Untuk menghadapi masalah keterlambatan pembayaran dan defisit BPJS Kesehatan ini, Iqbal menyebut dibutuhkan solusi komprehensif. "Yaitu sesuai dengan PP 87 Tahun 2013 (tentang Pengelolaan Aset Jaminan Sosial Kesehatan), juncto PP 84 Tahun 2015. Jika program ini ingin sustainable maka kebijakan PP 87 Tahun 2013 harus dilakukan," ujarnya.
Iqbal Anas menyebut, ada beberapa opsi yang disebut dalam regulasi itu.

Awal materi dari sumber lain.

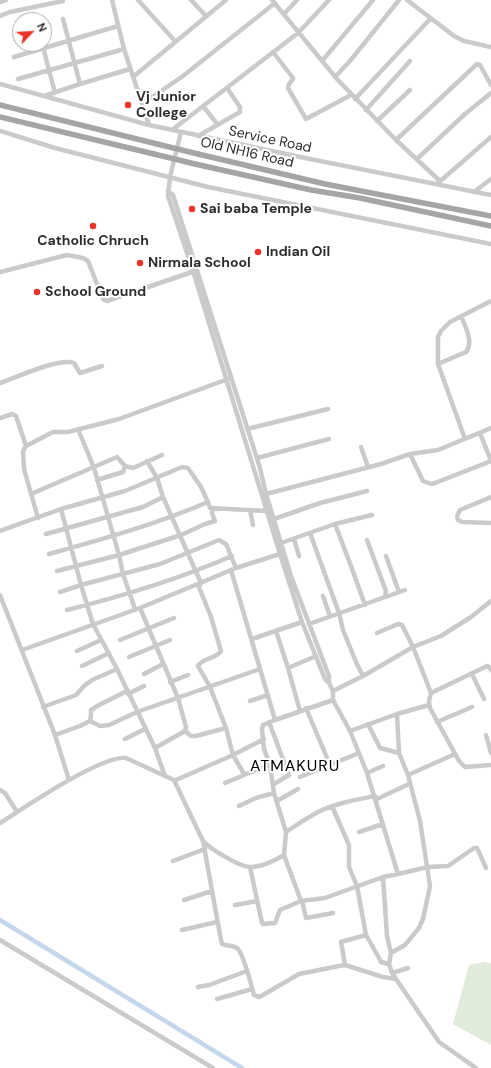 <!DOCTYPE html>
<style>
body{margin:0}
#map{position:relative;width:491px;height:1068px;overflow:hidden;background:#fff;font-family:"DM Sans",sans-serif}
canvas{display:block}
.north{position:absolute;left:12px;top:12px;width:40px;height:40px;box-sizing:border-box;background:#fff;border:1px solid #ababab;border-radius:50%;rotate:65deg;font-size:11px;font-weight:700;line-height:16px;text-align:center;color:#2d2d2d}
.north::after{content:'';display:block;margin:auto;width:14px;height:18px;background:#ea3428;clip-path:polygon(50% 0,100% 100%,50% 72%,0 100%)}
</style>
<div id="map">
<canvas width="491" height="1068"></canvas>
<div class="north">N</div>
</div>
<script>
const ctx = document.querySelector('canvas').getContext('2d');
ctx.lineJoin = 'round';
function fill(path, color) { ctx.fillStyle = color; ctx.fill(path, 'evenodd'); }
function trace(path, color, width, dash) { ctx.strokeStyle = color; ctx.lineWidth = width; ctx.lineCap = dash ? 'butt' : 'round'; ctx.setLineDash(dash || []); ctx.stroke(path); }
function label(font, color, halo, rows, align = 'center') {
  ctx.font = font + ' "DM Sans",sans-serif'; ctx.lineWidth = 4; ctx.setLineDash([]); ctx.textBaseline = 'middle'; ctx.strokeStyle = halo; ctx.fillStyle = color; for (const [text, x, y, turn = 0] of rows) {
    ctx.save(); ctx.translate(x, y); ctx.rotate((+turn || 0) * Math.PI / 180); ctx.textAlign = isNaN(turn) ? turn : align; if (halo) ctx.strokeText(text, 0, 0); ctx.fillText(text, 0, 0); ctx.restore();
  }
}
fill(new Path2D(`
 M484,962L491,963V1045L453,1024L469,965Z`), '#e0ebd9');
trace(new Path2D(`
 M0,920L242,1068`), '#c4d7ec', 4.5);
trace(new Path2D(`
 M112,0L124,49L149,125
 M138,0L175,41
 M191,0L206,16
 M272,0L337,79L396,140L440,181
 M407,0L454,36L464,41L491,47
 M0,2L6,0
 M284,14L297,0
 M0,16L10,12L63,1
 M63,19L80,84
 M43,47L55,93
 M273,52L293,78V79L289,84L288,88L306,119L351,95
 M14,57L118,26
 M322,61L373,0
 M133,77L226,0
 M335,77L350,61L399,0
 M18,79L124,49
 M0,84L149,125L310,159L491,195
 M44,96L80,84L130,69
 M355,99L430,19
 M142,104L183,76L275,3
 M203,106L218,125
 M366,110L410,61
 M377,121L410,90
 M172,130L298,33L329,0
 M0,131L55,148L208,187L491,244
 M181,132L170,177L168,196L193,271L280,554L302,622L325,679L329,683L333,691V700L350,731L367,773L398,874
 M198,136L240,112V107L227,88
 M396,140L477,64L480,65L491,85
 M417,159L465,114L491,93
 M438,183L491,137
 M168,191L173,195L246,424L260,468L266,494L291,576L329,676V683
 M474,192L491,179
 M0,272L67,255L83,258L88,261L103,299L107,301L195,271
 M438,364L466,352C474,342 465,326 461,316
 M0,383C15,378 60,357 74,363L80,373L102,366
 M0,418L12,414L16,416L26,446
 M78,429L94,468L119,555L123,574L135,609
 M247,429L328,409
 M480,433L491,461
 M465,439L438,364V337L441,331L450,322L491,301
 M361,447L368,467
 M410,454L423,481L431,484L435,483L491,461
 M257,458L329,439
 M147,461L157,478L163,497L201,583L199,587L211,617L221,651C216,659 202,658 198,666L210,687L226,728L233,755L244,774
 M97,480L123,472L125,466L133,468L162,455
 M31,494L117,457L125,466
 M266,494L381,464L410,454L438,450L491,428
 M491,497L460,510C458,514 456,515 458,520L462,522L491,523
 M61,509L81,585L93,624L117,669L155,748L165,776
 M250,510L253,525
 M38,518L24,469L23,451L26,446L53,432H68L119,419L228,379
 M274,519L320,503L367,491
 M335,524L351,566L365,605
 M0,531L61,509L125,491L182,467L188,468L201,487L208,502
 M310,533L339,613L343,630L356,662L363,676
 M46,534L143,507L163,497
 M294,539L299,556
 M367,540L386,591L385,597
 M281,543L335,524L372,515
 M49,554C103,539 157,524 208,502L210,508L267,511
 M386,556L399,592
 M231,570L275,720
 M57,571L119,555L181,535L205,524L215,521L212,513L213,508
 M60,592L81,585L160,564L219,540L226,544L236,568
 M0,595L55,735L69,780
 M323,596L330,616
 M140,608L178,698L186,727L185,731L155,748
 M67,610C123,596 179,579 232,556
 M309,624L405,590
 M276,631L288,668L300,711
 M377,633L398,624L402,625L413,647L431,693L429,701L430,708L459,761L465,767L491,765
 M252,639L302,622
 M120,640L174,618
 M22,650L140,608L236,568L283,553
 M77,651L101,640
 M129,657L170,640
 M82,666L109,653
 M288,668L316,656
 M144,674L163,664
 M472,674L484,699
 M170,682L188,675
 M333,691L363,676L413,647L441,636L471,617L491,601
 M431,693L487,666L489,667L491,670
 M128,694L144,686
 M333,700L275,720L263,725L262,729L264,749L270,765L274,793L286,832L284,855L301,901L325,898L383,877L398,874L428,867L448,866L474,848H477L486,868
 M250,701L268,695
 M43,707L76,695L84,686L92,680L117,669
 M306,708L330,765
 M90,721L100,726L109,725L137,712L260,669
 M269,722L289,775L274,784
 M437,722L472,707
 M368,724L380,748L399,753
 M185,731L191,736H196L226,728
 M350,731L397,714L429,705
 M55,735L80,726L90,721L91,715V710L99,705L127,691
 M486,735L491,753
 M125,739L145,729
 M367,773L383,766
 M408,775L455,754
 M300,777L359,753
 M174,780L203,841C210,849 239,866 249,867C261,868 275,860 284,855
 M225,783L256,770L270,765
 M0,790L5,793L17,812
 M277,801L298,789
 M239,806L256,798L274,793
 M332,806L349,845V867L357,886L366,935L379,958L381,962L389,964L392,973L439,1042L476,1068
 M0,823C24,808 101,755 126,758L174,780H176L233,755L264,739
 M286,832C296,825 307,818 318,812C336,803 355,800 375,796L377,799L409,784
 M359,832L383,824
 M203,841L221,940L222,944C227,946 233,945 237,948C244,954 251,985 254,995L259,997L263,995L299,974L339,966L345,965L383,977L396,979
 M173,861L205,849
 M250,867L262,923L263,924L275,923L280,910L301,901
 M383,877L387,936L391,953L389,964
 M184,900L212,891
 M302,901L306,918L333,913
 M235,905L257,901
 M182,930L217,922
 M0,940L213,1068
 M391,953L405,945L419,928L423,919L430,886L420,821L408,775L399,753L397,714
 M345,965L341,942L366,935
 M392,973L408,968
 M198,987L209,985L247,971
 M217,999L252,989`), '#cacaca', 4.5);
trace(new Path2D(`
 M0,105L157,144
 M0,117L154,154
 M198,154L325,184L491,216
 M195,164L311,190L360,198L491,226`), '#a5a5a5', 5.5);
trace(new Path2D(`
 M157,144L198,154
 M154,154L195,164`), '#a5a5a5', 5.5);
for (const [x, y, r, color] of [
 [128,105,4,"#ea3428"],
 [192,209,4,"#ea3428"],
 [93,226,4,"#ea3428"],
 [258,252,4,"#ea3428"],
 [140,263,4,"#ea3428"],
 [37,292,4,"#ea3428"]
]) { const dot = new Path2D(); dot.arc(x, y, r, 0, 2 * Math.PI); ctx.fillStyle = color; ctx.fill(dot); trace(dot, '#fff', 1.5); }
label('bold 14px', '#2d2d2d', '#fff', [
 ["Vj Junior",136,97],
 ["College",136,113],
 ["Sai baba Temple",200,209],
 ["Catholic Chruch",93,241,"center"],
 ["Indian Oil",266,252],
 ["Nirmala School",148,263],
 ["School Ground",45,292]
], 'left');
label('14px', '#2d2d2d', '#fff', [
 ["Service Road",270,140,12],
 ["Old NH16 Road",247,153,13]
]);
ctx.letterSpacing = '1px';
label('16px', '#000', '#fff', [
 ["ATMAKURU",295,767]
]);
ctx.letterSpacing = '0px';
</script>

Pilihan itu di antaranya adalah, pertama, menyesuaikan iuran; kedua, menyesuaikan manfaat; dan ketiga memberikan suntikan dana.
Terlepas dari keterlambatan pembayaran klaim, Iqbal menekankan, pemerintah berkomitmen agar program Jaminan Kesehatan Nasional-Kartu Indonesia Sehat (JKN-KIS) yang menyentuh hajat hidup rakyat banyak bisa tetap berjalan.
BPJS Kesehatan diperkirakan akan mengalami defisit hingga Rp 28 triliun pada akhir tahun 2019. Sementara, hingga pertengahan tahun ini, fasilitas-fasilitas kesehatan yang menjadi mitra BPJS Kesehatan menyatakan masih belum mendapatkan pembayaran klaim dengan total sebesar Rp 6,5 triliun.